Open camlee opened 2 years ago
Good catch! Having a DNS lookup every message can be a huge slowdown!
Though, I'm hesitant on having this override the default behavior of GELFUDPHandler
as its supposed to have connection properties similar to the DatagramHandler
. This session-ed GELFUDPHandler
should likely be defined in its own subclass.
One thing to consider is that with UDP socket session connections things like NATs, or stateful firewalls may over time may decide to drop the connection and leave the sender and receiver unaware that the socket is now dead. This is likely one of the reasons DatagramHandler
uses sendto
and re-establishes a connection every message.

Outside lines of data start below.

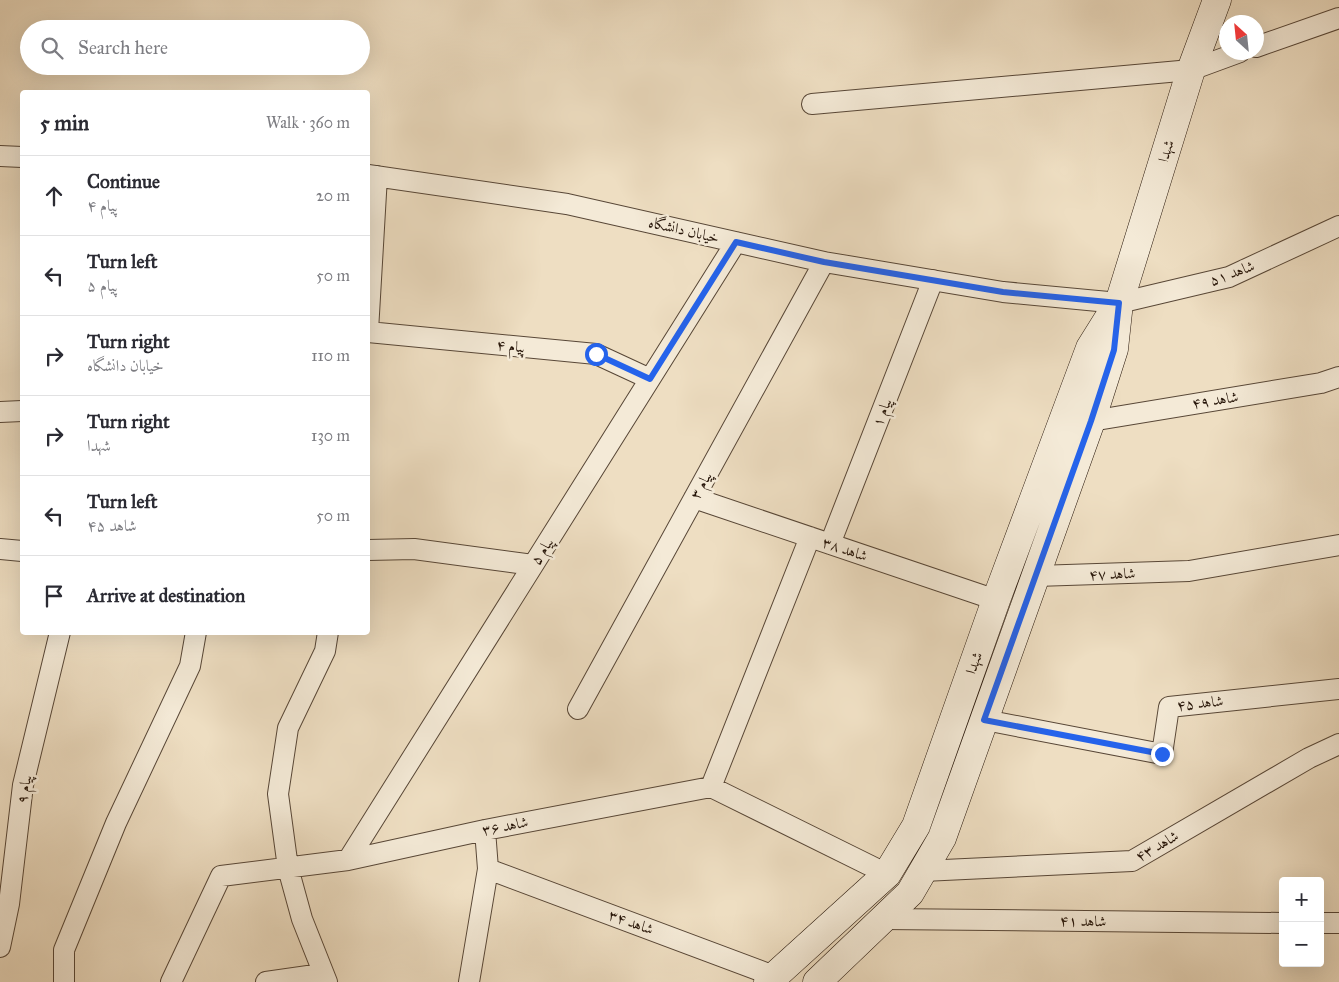 <!DOCTYPE html>
<meta charset="utf-8">
<style>
:root{--surface:#fff;--page:#f7f7f7;--text:#2b2b33;--muted:#7c7c81;--line:#e1e1e2}
body{margin:0;font-family:"IM FELL Great Primer",Amiri,serif;background:var(--page);color:var(--text)}
.controls{position:absolute;right:15px;bottom:15px;display:grid;overflow:hidden;border-radius:5px;box-shadow:0 5px 20px #0002}
.controls button{width:45px;height:45px;display:grid;place-items:center;padding:0;border:0;border-bottom:1px solid var(--line);background:var(--surface);color:var(--text);font:25px sans-serif}
.compass{position:absolute;left:1219px;top:15px;width:45px;height:45px;border-radius:50%;background:var(--surface);box-shadow:0 5px 20px #0002;rotate:333deg}
.stop{position:absolute;width:15px;height:15px;margin:-11px;border:4px solid #2563eb;border-radius:50%;background:#fff}
.stop.end{background:#2563eb;border-color:#fff;box-shadow:0 1px 5px #0008}
.list{margin:0;padding:0;list-style:none}
h2{display:flex;justify-content:space-between;align-items:center;height:65px;margin:0;padding:0 20px;font-size:21px}
h2 small{font-size:16px;font-weight:400;color:var(--muted)}
.list li{display:grid;grid-template-columns:32px 1fr auto;gap:15px;align-items:center;box-sizing:border-box;height:80px;padding:0 20px;border-top:1px solid var(--line)}
.list b{display:block;font-size:19px;white-space:nowrap}
.list p{margin:0;font-size:16px;white-space:nowrap;color:var(--muted)}
.list em{font-size:16px;font-style:normal;color:var(--muted)}
.icon{flex:none;width:28px;height:28px;fill:none;stroke:currentColor;stroke-width:2;stroke-linecap:round;stroke-linejoin:round}
.map{position:relative;flex:none;width:1339px;height:982px;overflow:hidden}
.search{position:absolute;background:var(--surface);box-shadow:0 5px 20px #0002;left:20px;top:20px;width:350px;height:55px;display:flex;align-items:center;gap:12px;box-sizing:border-box;padding:0 18px;border-radius:28px;color:var(--muted);font-size:19px}
.panel{position:absolute;background:var(--surface);box-shadow:0 5px 20px #0002;left:20px;top:90px;width:350px;height:545px;border-radius:5px}
.map>svg:first-child{display:block}
.lines{fill:none;stroke-linecap:round;stroke-linejoin:round}
.street-casing{stroke:#584737;stroke-width:22}
.secondary-casing{stroke:#261509;stroke-width:29}
.street{stroke:#f4ead7;stroke-width:20}
.secondary{stroke:#f4ead7;stroke-width:28}
.route{stroke:#2563eb;stroke-width:6}
.labels{text-anchor:middle;stroke-width:5;stroke-linejoin:round;paint-order:stroke}
.street-label{font-size:15px;fill:#261509;stroke:#f4ead7}
</style>
<div class="map">
<svg width="1339" height="982" viewBox="0 0 1339 982">
<rect width="100%" height="100%" fill="#eedec2"/>
<filter id="stains"><feTurbulence type="fractalNoise" baseFrequency=".004" numOctaves="4"/><feColorMatrix values="0 0 0 0 .2 0 0 0 0 .09 0 0 0 0 .02 0 0 0 .5 -.17"/></filter>
<radialGradient id="worn" r=".72"><stop offset=".6" stop-color="#630" stop-opacity="0"/><stop offset="1" stop-color="#630" stop-opacity=".3"/></radialGradient>
<g class="lines">
<!-- street casing -->
<g class="street-casing">
<path id="street" d="M1256,47L1339,18
M812,104L1191,70L1240,52
M0,156L22,157
M368,175L567,204L824,262L1003,292L1119,303L1229,277L1339,226
M368,331L377,176
M368,332L596,354L650,379
M0,412L22,411
M1091,421L1321,383L1339,377
M694,498L996,600
M830,544L933,280
M0,549L22,551
M368,550L414,549L533,565
M1036,576L1189,571L1339,545
M578,709L824,262
M985,720L1162,754L1169,707L1339,689
M711,787L810,537
M348,860L736,242
M488,869L774,976
M923,871L1132,861L1309,758L1339,744
M883,919L1283,923
M1320,923H1339
M0,947L9,904L23,785L60,632
M64,982V950L116,823L190,666L196,632
M171,982L221,876L348,860L485,830L711,787L887,874
M266,982L322,974
M327,982L302,919L288,868L278,794L288,728L325,651L328,632
M469,982L488,869L485,830"/>
</g>
<!-- secondary casing -->
<g class="secondary-casing">
<path id="secondary" d="M768,982L887,874L916,826L996,600L1090,348L1115,308
M817,982L910,893L942,838L1091,421L1114,349L1119,303L1191,70L1217,0"/>
</g>
<!-- street -->
<use href="#street" class="street"/>
<!-- secondary -->
<use href="#secondary" class="secondary"/>
</g>
<g class="lines">
<!-- route -->
<path class="route" d="M596,354L650,379L736,242L824,262L1003,292L1119,303L1114,350L1091,421L984,720L1162,754"/>
</g>
<g class="labels">
<!-- street labels -->
<g class="street-label">
<text transform="translate(1166 151) rotate(-73)" y="5">شهدا</text>
<text transform="translate(684 230) rotate(13)" y="5">خیابان دانشگاه</text>
<text transform="translate(1232 273) rotate(-20)" y="5">شاهد ۵۱</text>
<text transform="translate(511 346) rotate(6)" y="5">پیام ۴</text>
<text transform="translate(1215 400) rotate(-9)" y="5">شاهد ۴۹</text>
<text transform="translate(882 412) rotate(-69)" y="5">پیام ۱</text>
<text transform="translate(701 485) rotate(-61)" y="5">پیام ۳</text>
<text transform="translate(845 549) rotate(19)" y="5">شاهد ۳۸</text>
<text transform="translate(542 551) rotate(-58)" y="5">پیام ۵</text>
<text transform="translate(1112 574) rotate(-2)" y="5">شاهد ۴۷</text>
<text transform="translate(974 663) rotate(-70)" y="5">شهدا</text>
<text transform="translate(1200 703) rotate(-6)" y="5">شاهد ۴۵</text>
<text transform="translate(24 789) rotate(-80)" y="5">پیام ۹</text>
<text transform="translate(505 826) rotate(-11)" y="5">شاهد ۳۶</text>
<text transform="translate(1157 846) rotate(-30)" y="5">شاهد ۴۳</text>
<text transform="translate(1083 921) rotate(1)" y="5">شاهد ۴۱</text>
<text transform="translate(631 922) rotate(20)" y="5">شاهد ۳۴</text>
</g>
</g>
<rect width="100%" height="100%" filter="url(#stains)"/>
<rect width="100%" height="100%" fill="url(#worn)"/>
</svg>
<div class="controls">
<button>+</button>
<button>−</button>
</div>
<svg class="compass" viewBox="-18 -18 36 36"><path d="M0-13l5 13h-10z" fill="#e53935"/><path d="M0 13l5-13h-10z" fill="#7c7c81"/></svg>
<div class="stop" style="left:596px;top:354px"></div>
<div class="stop end" style="left:1162px;top:754px"></div>
<div class="search"><svg class="icon" aria-label="search" viewBox="0 0 24 24"><circle cx="10" cy="10" r="6"/><path d="M15 15l6 6"/></svg>Search here</div>
<section class="panel">
<h2>5 min<small>Walk · 360 m</small></h2>
<ul class="list">
<li><svg class="icon" aria-label="ahead" viewBox="0 0 24 24"><path d="M12 20V5M6 11l6-6 6 6"/></svg><div><b>Continue</b><p>پیام ۴</p></div><em>20 m</em></li>
<li><svg class="icon" aria-label="left" viewBox="0 0 24 24"><path d="M17 20v-9H6M10 6l-5 5 5 5"/></svg><div><b>Turn left</b><p>پیام ۵</p></div><em>50 m</em></li>
<li><svg class="icon" aria-label="right" viewBox="0 0 24 24"><path d="M7 20v-9h11M14 6l5 5-5 5"/></svg><div><b>Turn right</b><p>خیابان دانشگاه</p></div><em>110 m</em></li>
<li><svg class="icon" aria-label="right" viewBox="0 0 24 24"><path d="M7 20v-9h11M14 6l5 5-5 5"/></svg><div><b>Turn right</b><p>شهدا</p></div><em>130 m</em></li>
<li><svg class="icon" aria-label="left" viewBox="0 0 24 24"><path d="M17 20v-9H6M10 6l-5 5 5 5"/></svg><div><b>Turn left</b><p>شاهد ۴۵</p></div><em>50 m</em></li>
<li><svg class="icon" aria-label="arrive" viewBox="0 0 24 24"><path d="M6 21V4h12l-3 4 3 4H6"/></svg><div><b>Arrive at destination</b></div></li>
</ul>
</section>
</div>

If possible, are you able to setup/verify DNS caching on the host running your graypy logger? That would likely reduce the number of DNS lookups to your DNS server while graypy logs multiple messages.
I'm on a team that runs multiple deployed apps in a variety of languages and on both virtual machines and within kubernetes. We have indeed setup DNS caching on the host machine (in some cases, on the Linux box, in other cases as a sidecar container within kubernetes). This does work but introduces some deployment complexity. For our Python microservices, we've been using a graypy fork with the code in this PR so that the problem is solved within the app: nice and simple.

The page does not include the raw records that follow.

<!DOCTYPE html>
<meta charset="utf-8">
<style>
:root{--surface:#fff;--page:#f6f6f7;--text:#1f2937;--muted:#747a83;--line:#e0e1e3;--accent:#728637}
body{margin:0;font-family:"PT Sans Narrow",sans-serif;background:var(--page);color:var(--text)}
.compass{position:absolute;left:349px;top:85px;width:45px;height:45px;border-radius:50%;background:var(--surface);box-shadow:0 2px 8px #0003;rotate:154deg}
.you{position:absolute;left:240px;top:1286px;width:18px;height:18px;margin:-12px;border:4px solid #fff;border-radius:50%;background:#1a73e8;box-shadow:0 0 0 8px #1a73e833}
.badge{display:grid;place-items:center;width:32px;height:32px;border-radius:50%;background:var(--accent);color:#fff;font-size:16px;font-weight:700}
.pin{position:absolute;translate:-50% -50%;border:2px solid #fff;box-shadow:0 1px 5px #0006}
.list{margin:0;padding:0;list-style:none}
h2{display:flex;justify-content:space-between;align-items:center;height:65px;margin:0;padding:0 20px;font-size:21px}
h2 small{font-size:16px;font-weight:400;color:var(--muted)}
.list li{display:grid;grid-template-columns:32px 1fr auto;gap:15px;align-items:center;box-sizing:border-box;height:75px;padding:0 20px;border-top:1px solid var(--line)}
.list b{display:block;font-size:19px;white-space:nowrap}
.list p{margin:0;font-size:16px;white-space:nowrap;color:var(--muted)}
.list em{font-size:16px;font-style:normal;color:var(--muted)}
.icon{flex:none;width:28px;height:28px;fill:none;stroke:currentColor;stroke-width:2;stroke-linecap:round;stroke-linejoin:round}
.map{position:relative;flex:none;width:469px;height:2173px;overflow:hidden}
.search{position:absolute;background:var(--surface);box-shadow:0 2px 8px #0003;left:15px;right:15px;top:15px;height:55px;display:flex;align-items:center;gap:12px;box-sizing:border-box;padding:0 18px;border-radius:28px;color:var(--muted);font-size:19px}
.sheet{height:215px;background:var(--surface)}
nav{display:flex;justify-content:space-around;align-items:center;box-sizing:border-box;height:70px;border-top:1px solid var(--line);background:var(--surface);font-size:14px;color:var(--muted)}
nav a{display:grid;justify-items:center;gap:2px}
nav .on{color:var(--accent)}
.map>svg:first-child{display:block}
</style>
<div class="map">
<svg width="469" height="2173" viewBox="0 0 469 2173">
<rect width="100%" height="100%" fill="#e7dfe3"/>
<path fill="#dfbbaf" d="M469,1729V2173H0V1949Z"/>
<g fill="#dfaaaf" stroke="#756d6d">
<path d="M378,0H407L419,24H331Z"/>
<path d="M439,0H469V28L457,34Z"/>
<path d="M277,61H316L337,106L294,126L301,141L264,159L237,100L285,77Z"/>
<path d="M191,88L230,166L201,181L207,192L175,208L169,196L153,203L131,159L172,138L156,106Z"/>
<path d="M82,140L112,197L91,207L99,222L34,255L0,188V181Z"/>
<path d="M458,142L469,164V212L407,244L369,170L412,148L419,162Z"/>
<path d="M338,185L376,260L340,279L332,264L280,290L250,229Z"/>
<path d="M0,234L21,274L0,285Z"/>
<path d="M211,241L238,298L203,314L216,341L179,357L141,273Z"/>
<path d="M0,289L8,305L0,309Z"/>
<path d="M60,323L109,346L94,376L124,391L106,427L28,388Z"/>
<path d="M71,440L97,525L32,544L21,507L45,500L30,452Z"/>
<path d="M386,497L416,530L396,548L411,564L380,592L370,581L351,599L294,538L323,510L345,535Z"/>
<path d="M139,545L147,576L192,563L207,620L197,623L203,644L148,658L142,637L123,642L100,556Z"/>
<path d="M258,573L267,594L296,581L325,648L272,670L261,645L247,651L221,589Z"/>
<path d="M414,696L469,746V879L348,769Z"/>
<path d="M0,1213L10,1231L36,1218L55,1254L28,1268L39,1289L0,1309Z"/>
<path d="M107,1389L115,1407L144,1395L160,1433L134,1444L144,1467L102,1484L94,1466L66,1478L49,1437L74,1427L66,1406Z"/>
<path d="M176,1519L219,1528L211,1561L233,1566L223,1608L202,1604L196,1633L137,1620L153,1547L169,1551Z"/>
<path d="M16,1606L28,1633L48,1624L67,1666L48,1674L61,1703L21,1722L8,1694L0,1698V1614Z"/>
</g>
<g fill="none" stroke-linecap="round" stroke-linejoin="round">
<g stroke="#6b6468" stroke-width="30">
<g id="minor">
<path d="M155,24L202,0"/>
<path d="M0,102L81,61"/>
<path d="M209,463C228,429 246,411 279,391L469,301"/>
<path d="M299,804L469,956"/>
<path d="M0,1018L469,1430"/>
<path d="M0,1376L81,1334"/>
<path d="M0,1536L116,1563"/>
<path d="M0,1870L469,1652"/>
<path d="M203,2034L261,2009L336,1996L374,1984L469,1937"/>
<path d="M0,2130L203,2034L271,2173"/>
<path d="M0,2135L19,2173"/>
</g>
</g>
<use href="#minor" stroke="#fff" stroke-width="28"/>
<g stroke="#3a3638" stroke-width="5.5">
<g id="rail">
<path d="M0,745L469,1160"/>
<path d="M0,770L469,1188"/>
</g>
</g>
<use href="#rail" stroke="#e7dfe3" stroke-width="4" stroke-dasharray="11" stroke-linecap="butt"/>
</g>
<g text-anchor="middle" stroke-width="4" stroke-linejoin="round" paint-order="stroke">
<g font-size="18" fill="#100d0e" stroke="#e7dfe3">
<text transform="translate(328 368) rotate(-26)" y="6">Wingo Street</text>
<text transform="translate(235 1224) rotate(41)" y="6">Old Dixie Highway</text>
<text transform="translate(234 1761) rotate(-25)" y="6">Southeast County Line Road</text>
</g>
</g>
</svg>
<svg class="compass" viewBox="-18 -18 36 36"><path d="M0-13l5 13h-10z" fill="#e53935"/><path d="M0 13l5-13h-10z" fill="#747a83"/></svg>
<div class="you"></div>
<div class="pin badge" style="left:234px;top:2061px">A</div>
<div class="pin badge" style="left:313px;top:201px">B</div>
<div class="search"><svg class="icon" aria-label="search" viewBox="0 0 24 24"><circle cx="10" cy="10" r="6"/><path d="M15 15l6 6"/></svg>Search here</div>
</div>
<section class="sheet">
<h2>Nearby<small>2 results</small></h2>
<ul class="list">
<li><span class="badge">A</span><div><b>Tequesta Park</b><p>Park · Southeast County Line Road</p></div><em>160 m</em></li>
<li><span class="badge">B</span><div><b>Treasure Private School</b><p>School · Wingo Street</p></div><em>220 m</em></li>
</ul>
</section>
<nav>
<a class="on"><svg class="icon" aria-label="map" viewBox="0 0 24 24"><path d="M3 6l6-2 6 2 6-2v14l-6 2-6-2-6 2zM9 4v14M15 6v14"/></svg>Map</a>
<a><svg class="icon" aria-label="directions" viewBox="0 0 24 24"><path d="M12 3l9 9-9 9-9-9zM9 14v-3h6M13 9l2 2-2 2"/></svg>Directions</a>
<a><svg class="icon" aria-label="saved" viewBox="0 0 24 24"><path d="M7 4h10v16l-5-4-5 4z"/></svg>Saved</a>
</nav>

As for things like NAT; yes, there is indeed the risk that the connection dies and data is lost. For us in particular, the IP address behind the DNS name for our graylog server rotates every 2 weeks or so. This is why I included a mechanism to refresh the socket, and made it configurable: sock_max_age
. We could lower the default from 5 minutes if you think that would be safer. For what it's worth though, we also use pystatsd in our microservices which also sends data out over UDP (metrics instead of logs, but same basic idea) and discovered that it actually resolves the IP address on startup and uses that forever.
I'm submitting this PR to help others who use graypy, particularly those who's systems are growing and aren't going to find out about this DNS issue until it bites them in production. I think the out-of-the-box behavior can and should be efficient. Let me know if I can tweak or modify this PR in a way that makes it more adoptable. A new subclass for this "session-like" handler sounds reasonable to me and I'll make that change if you want.
I ran into performance issues in prod because I'm using GELFUDPHandler with a host that requires a DNS lookup (our graylog server is available at something like
monitoring.prod.example.com
). This resulted in a DNS lookup for every single log message because the CPython DatagramHandler usessocket.sendto()
like this:self.sock.sendto(s, self.address)
: https://github.com/python/cpython/blob/main/Lib/logging/handlers.py#L732The production-impacting issue we had was overwhelming our internal DNS server with too much traffic which slowed down logging and brought our web services to a crawl. Even for a healthy DNS server, the time to do a DNS lookup per log message is non-zero and worth saving, particularly for apps that do a lot of logging.
This Pull Request updates GELFUDPHandler to connect the socket to the address ahead of time using
socket.connect()
and then send the data usingsocket.sendall()
. Using wireshark, I've tested that the DNS lookup occurs duringconnect()
and notsendall()
. I've also been running this algorithm in production for months and seen the expected drop in traffic to the DNS server.To handle DNS changes, the code does make a new socket periodically and there's a
sock_max_age
parameter to control how often (I've set this to 1 hour in prod but figured 5 minutes was a more reasonable default in the library here).